Give again, word for word, each line below starting at the one that contains "Draw a box around" and ending at the one that contains "List all labels, symbols".

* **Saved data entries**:

<<<<

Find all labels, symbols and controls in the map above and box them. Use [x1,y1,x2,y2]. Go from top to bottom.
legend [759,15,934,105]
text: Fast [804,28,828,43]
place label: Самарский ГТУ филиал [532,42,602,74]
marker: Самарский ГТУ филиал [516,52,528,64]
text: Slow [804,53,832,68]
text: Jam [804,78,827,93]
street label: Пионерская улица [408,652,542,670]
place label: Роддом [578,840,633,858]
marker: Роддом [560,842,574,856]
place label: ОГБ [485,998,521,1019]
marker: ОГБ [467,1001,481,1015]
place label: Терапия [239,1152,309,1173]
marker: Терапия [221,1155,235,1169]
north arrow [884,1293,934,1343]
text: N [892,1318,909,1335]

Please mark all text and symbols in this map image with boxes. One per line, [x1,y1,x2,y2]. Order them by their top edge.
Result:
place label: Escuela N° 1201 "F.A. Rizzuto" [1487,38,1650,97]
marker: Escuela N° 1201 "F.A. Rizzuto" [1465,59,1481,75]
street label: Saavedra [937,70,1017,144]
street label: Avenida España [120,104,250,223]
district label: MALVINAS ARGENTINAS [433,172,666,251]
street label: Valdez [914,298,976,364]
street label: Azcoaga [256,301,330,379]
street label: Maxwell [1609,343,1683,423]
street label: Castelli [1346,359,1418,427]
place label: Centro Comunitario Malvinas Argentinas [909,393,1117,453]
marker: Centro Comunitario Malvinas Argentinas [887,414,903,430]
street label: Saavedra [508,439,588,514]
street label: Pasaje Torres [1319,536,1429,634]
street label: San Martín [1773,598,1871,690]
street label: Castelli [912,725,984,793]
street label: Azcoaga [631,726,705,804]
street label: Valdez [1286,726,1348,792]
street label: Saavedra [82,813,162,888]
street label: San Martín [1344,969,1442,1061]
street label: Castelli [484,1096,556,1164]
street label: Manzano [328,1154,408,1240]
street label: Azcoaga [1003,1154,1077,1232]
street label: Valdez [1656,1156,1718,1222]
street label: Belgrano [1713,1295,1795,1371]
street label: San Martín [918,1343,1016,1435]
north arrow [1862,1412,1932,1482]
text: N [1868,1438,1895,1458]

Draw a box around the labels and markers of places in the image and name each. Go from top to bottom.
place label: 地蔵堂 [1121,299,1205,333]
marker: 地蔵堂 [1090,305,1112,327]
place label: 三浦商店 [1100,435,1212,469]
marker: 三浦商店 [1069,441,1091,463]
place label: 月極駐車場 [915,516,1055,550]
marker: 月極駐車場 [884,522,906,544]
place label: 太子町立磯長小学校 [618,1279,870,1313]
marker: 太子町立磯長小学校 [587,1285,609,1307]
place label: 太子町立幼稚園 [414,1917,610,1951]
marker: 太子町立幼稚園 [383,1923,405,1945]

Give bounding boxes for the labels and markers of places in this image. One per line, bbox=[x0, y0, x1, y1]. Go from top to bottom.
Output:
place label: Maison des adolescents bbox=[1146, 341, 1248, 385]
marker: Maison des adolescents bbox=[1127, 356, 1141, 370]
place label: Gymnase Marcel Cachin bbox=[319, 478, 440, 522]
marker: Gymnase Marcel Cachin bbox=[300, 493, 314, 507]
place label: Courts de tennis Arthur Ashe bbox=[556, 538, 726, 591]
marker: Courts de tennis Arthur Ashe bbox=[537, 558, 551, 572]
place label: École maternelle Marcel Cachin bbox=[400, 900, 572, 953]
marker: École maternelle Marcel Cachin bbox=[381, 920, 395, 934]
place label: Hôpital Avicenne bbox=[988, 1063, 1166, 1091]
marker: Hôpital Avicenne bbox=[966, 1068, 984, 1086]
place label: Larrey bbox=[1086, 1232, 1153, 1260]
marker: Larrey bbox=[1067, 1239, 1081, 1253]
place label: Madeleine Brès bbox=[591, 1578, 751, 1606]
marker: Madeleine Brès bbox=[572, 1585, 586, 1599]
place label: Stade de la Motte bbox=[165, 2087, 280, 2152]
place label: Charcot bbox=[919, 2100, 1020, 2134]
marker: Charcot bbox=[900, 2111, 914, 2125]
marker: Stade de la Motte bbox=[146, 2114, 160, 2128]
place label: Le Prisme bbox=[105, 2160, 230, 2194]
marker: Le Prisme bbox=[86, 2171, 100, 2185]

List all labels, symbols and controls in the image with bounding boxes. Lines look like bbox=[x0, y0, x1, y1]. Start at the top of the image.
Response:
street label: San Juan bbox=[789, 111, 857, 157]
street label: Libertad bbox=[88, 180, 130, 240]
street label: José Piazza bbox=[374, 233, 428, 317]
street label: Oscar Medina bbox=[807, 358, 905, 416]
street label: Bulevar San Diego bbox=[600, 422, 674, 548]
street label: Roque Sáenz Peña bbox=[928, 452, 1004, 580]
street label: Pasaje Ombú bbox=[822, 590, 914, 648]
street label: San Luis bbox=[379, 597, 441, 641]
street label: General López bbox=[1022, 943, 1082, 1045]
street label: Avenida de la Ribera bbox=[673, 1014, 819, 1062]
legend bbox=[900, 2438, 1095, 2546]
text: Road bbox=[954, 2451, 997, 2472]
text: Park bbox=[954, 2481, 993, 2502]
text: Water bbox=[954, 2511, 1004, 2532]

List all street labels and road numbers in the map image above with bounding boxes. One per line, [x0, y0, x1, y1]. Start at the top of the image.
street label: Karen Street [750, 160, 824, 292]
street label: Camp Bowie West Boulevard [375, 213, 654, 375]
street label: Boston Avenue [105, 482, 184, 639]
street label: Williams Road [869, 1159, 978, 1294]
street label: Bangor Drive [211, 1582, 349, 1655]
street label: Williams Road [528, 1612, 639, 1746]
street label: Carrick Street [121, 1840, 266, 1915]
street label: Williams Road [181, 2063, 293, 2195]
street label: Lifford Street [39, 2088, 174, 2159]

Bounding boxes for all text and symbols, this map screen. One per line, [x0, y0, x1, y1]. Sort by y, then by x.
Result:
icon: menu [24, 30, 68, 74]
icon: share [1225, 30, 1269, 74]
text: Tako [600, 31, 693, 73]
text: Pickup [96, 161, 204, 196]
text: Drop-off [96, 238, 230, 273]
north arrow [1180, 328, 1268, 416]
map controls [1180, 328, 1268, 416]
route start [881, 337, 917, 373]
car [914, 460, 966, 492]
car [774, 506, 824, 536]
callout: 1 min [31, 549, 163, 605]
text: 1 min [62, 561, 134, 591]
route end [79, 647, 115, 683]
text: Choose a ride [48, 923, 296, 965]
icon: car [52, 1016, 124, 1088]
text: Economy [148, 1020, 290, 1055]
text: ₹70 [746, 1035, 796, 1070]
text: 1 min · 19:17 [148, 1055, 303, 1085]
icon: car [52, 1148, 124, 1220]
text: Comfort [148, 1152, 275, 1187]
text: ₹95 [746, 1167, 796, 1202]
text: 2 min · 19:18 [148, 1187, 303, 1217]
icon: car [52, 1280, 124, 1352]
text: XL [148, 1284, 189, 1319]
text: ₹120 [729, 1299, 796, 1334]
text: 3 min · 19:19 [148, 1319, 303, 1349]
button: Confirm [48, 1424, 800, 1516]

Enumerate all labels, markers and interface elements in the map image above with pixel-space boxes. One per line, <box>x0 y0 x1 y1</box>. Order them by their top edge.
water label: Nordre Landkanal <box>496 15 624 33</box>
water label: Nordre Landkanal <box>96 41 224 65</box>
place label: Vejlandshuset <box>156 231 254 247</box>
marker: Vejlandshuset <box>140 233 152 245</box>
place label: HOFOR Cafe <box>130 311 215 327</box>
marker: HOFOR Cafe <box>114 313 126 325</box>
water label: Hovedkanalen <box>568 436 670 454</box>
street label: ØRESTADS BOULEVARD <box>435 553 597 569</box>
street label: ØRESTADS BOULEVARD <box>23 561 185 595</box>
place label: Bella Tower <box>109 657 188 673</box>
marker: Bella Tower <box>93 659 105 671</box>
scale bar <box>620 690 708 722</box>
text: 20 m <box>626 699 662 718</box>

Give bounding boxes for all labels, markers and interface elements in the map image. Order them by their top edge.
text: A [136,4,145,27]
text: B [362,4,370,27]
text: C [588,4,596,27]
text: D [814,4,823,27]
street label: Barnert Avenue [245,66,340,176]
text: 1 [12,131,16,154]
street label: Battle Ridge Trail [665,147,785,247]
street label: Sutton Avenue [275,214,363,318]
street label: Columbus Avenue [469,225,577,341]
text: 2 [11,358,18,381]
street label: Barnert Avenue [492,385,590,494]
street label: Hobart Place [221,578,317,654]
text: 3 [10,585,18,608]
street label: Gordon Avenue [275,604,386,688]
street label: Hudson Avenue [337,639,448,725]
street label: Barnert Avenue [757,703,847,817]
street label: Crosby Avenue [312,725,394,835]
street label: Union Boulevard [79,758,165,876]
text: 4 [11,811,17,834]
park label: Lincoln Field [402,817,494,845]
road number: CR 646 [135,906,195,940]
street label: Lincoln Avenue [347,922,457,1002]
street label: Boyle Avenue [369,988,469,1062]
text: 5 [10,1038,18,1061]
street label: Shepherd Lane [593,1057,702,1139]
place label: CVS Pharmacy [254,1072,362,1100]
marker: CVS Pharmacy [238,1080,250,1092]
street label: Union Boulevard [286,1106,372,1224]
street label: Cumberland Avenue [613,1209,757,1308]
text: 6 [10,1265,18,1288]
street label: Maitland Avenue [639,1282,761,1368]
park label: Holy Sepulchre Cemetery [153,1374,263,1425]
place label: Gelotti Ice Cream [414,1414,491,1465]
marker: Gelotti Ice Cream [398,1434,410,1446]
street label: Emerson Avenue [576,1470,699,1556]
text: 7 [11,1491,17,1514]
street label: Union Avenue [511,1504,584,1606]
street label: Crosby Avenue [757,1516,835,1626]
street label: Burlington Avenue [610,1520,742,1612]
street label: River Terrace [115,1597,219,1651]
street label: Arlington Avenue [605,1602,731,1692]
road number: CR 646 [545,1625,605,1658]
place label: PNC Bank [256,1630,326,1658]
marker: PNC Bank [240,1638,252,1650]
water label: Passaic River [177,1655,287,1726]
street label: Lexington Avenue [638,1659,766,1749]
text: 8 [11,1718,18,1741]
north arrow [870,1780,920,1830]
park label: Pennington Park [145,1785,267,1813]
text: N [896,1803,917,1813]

>>>>

* **Final answer**:
Draw a box around the labels and markers of places in the image and name each. Go from top to bottom.
place label: 地蔵堂 [1121,299,1205,333]
marker: 地蔵堂 [1090,305,1112,327]
place label: 三浦商店 [1100,435,1212,469]
marker: 三浦商店 [1069,441,1091,463]
place label: 月極駐車場 [915,516,1055,550]
marker: 月極駐車場 [884,522,906,544]
place label: 太子町立磯長小学校 [618,1279,870,1313]
marker: 太子町立磯長小学校 [587,1285,609,1307]
place label: 太子町立幼稚園 [414,1917,610,1951]
marker: 太子町立幼稚園 [383,1923,405,1945]

Give bounding boxes for the labels and markers of places in this image. One per line, bbox=[x0, y0, x1, y1]. Go from top to bottom.
Output:
place label: Maison des adolescents bbox=[1146, 341, 1248, 385]
marker: Maison des adolescents bbox=[1127, 356, 1141, 370]
place label: Gymnase Marcel Cachin bbox=[319, 478, 440, 522]
marker: Gymnase Marcel Cachin bbox=[300, 493, 314, 507]
place label: Courts de tennis Arthur Ashe bbox=[556, 538, 726, 591]
marker: Courts de tennis Arthur Ashe bbox=[537, 558, 551, 572]
place label: École maternelle Marcel Cachin bbox=[400, 900, 572, 953]
marker: École maternelle Marcel Cachin bbox=[381, 920, 395, 934]
place label: Hôpital Avicenne bbox=[988, 1063, 1166, 1091]
marker: Hôpital Avicenne bbox=[966, 1068, 984, 1086]
place label: Larrey bbox=[1086, 1232, 1153, 1260]
marker: Larrey bbox=[1067, 1239, 1081, 1253]
place label: Madeleine Brès bbox=[591, 1578, 751, 1606]
marker: Madeleine Brès bbox=[572, 1585, 586, 1599]
place label: Stade de la Motte bbox=[165, 2087, 280, 2152]
place label: Charcot bbox=[919, 2100, 1020, 2134]
marker: Charcot bbox=[900, 2111, 914, 2125]
marker: Stade de la Motte bbox=[146, 2114, 160, 2128]
place label: Le Prisme bbox=[105, 2160, 230, 2194]
marker: Le Prisme bbox=[86, 2171, 100, 2185]

List all labels, symbols and controls in the image with bounding boxes. Lines look like bbox=[x0, y0, x1, y1]. Start at the top of the image.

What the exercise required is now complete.